Research highlights – 7 October 2011

Research questions“Research highlights” is a weekly round-up of research papers appearing in the print BMJ. We start off with this week’s research questions, before providing more detail on some individual research papers and accompanying articles.

Tuberculosis: finding, treating, and preventing
As Ibrahim Abubakar and colleagues recently highlighted in the BMJ, the incidence of tuberculosis is increasing in many UK cities, although rates are stable or falling in most western European countries. Among the responses they discussed was the “Find and Treat” programme, funded by the English Department of Health to improve diagnosis and treatment of tuberculosis among hard to reach groups—such as homeless people—in whom high loss to follow-up is a problem. Mobile chest x-ray units actively seek out people with suspected tuberculosis and help them to negotiate the health and social care system so that they can complete treatment. This week, Mark Jit and colleagues report that the project is likely to be cost effective, too. To find out more about the Find and Treat programme, listen to a podcast on bmj.com in which clinical lead Al Story talks about the challenges of combating tuberculosis on the streets (http://bit.ly/qD05Az).

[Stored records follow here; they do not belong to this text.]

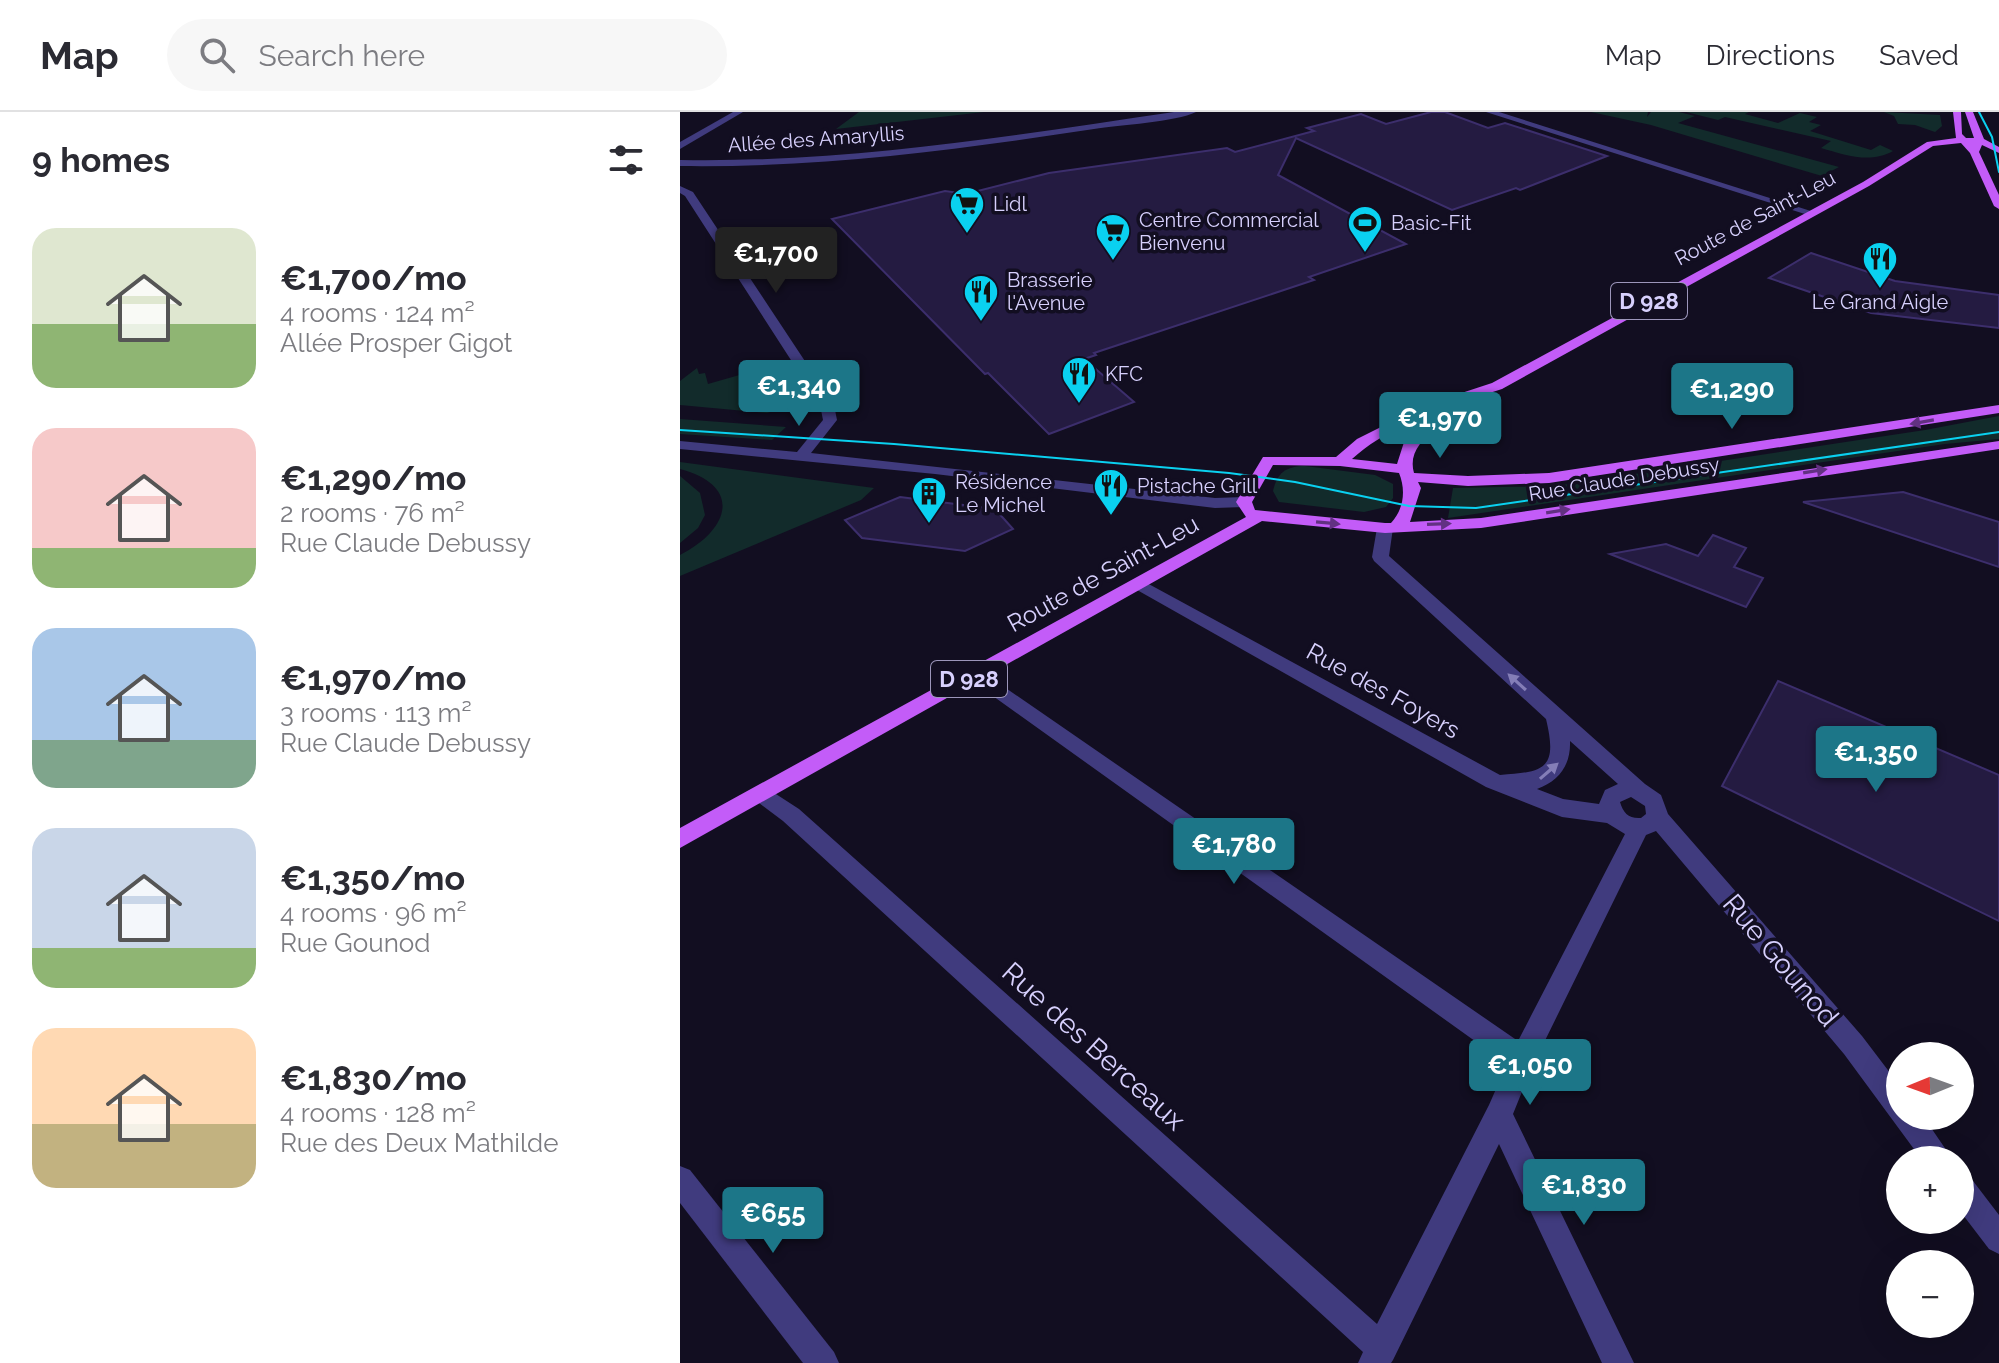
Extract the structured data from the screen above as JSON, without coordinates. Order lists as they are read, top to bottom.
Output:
{
  "streets": {
    "main road": ["Route de Saint-Leu", "D 928", "Rue Claude Debussy"],
    "street": [
      "Allée des Amaryllis",
      "Rue des Foyers",
      "Rue Gounod",
      "Rue des Berceaux"
    ]
  },
  "crossings": [
    ["Route de Saint-Leu", "D 928"],
    ["Route de Saint-Leu", "Rue Claude Debussy"],
    ["Route de Saint-Leu", "Rue des Foyers"],
    ["Route de Saint-Leu", "Rue des Berceaux"],
    ["D 928", "Rue Claude Debussy"],
    ["Rue des Foyers", "Rue Gounod"]
  ],
  "places": {
    "supermarket": ["Lidl", "Centre Commercial Bienvenu"],
    "sports": ["Basic-Fit"],
    "restaurant": [
      "Le Grand Aigle",
      "Brasserie l'Avenue",
      "KFC",
      "Pistache Grill"
    ],
    "building": ["Résidence Le Michel"]
  },
  "north": "left",
  "page": {
    "header": "Map",
    "search": "Search here",
    "nav": ["Map", "Directions", "Saved"],
    "heading": "9 homes",
    "list": [
      {
        "name": "€1,700/mo",
        "note": "4 rooms · 124 m² · Allée Prosper Gigot"
      },
      {
        "name": "€1,290/mo",
        "note": "2 rooms · 76 m² · Rue Claude Debussy"
      },
      {
        "name": "€1,970/mo",
        "note": "3 rooms · 113 m² · Rue Claude Debussy"
      },
      {
        "name": "€1,350/mo",
        "note": "4 rooms · 96 m² · Rue Gounod"
      },
      {
        "name": "€1,830/mo",
        "note": "4 rooms · 128 m² · Rue des Deux Mathilde"
      }
    ],
    "price": [
      "€1,700",
      "€1,340",
      "€1,290",
      "€1,970",
      "€1,350",
      "€1,780",
      "€1,050",
      "€1,830",
      "€655"
    ],
    "map_buttons": ["+", "−"]
  }
}
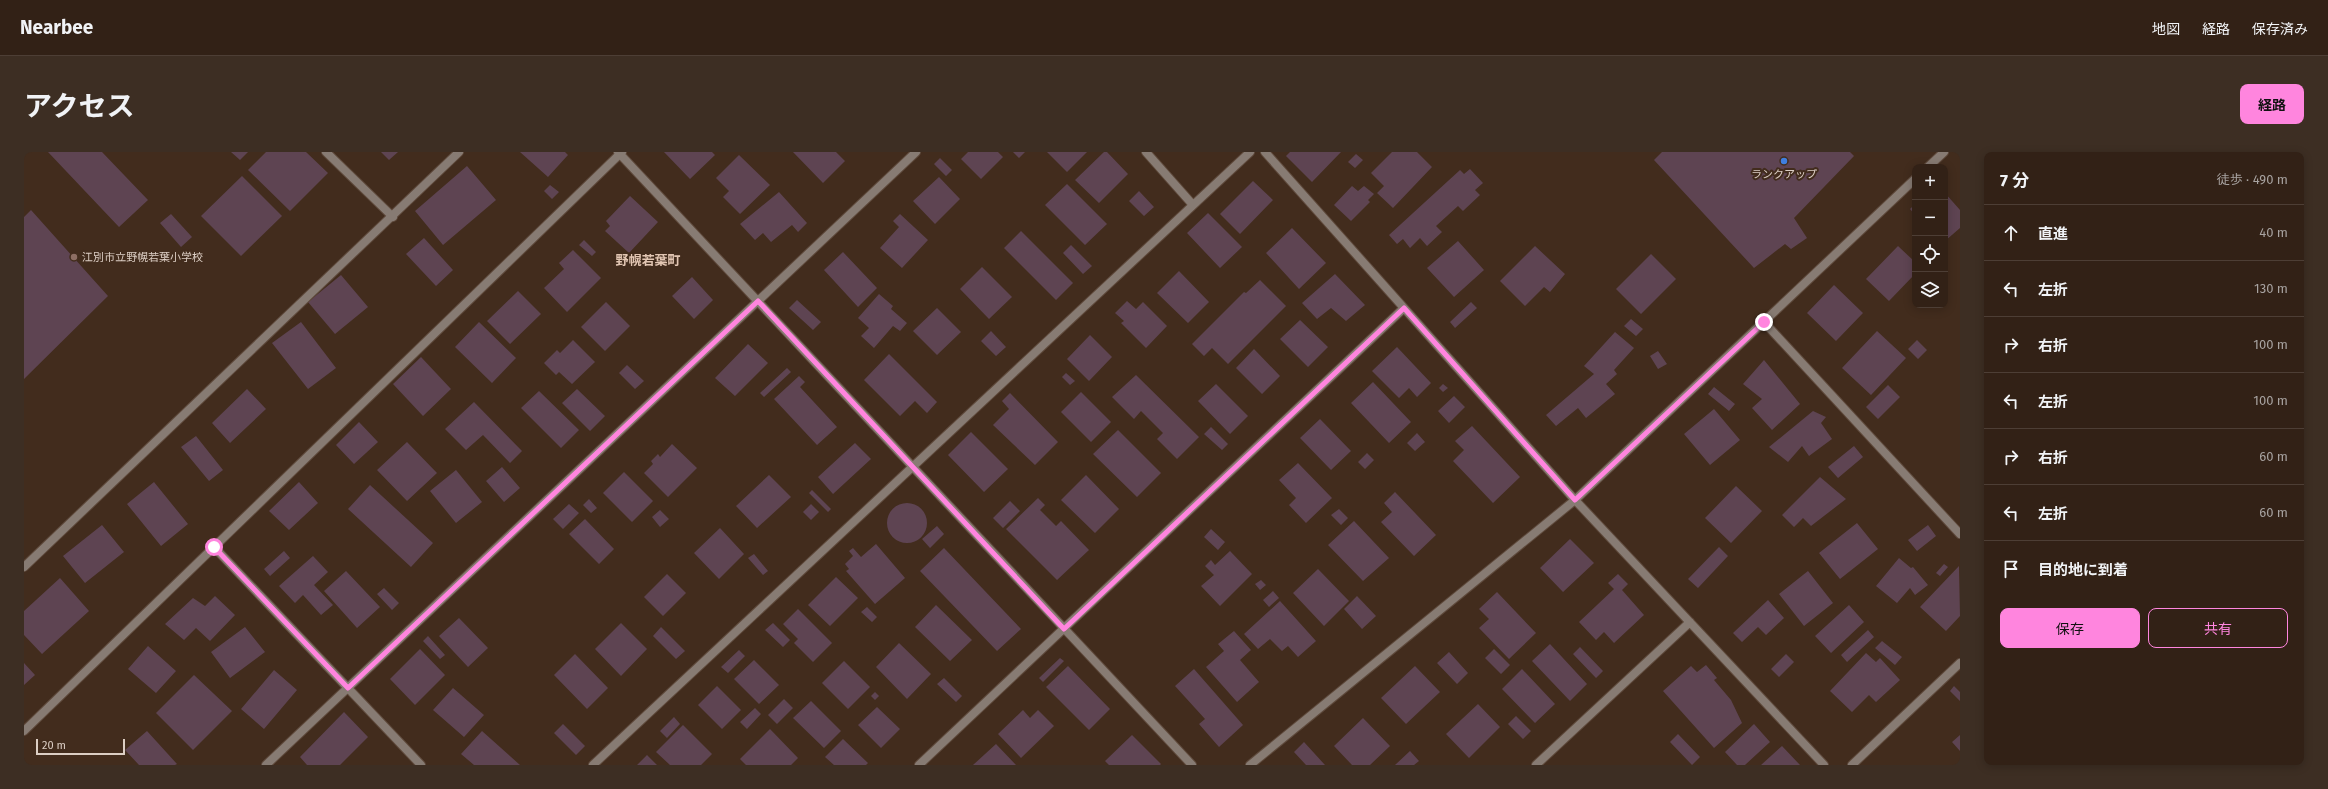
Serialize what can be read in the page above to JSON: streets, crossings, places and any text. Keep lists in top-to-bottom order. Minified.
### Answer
{"districts":["野幌若葉町"],"places":["ランクアップ","江別市立野幌若葉小学校"],"scale_bar":"20 m","page":{"header":"Nearbee","nav":["地図","経路","保存済み"],"title":"アクセス","buttons":["経路",["保存","共有"]],"heading":["7 分","徒歩 · 490 m"],"map_buttons":["+","−"],"list":[["直進","40 m"],["左折","130 m"],["右折","100 m"],["左折","100 m"],["右折","60 m"],["左折","60 m"],"目的地に到着"],"scale":"20 m"}}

Efforts to reduce tuberculosis incidence have mainly focused on detection and prevention, but some countries are struggling despite advances in these areas, leading WHO to question whether tackling risk factors for infection is the way forward. One such risk factor is smoking, but it’s not been taken into account in previous models of the disease. Sanjay Basu and colleagues’ modelling study predicts dramatic increases in the rates of tuberculosis infection and deaths if smoking trends continue along their current trajectories. However, they estimate that aggressive tobacco control (a 1% decrease in smoking prevalence per year down to eradication) would avert 27 million smoking attributable deaths from tuberculosis by 2050. (Also looking at the prevention of tuberculosis this week are Laura Cunha Rodrigues and colleagues, who discuss the uncertainty about how long BCG vaccine protects against the disease.)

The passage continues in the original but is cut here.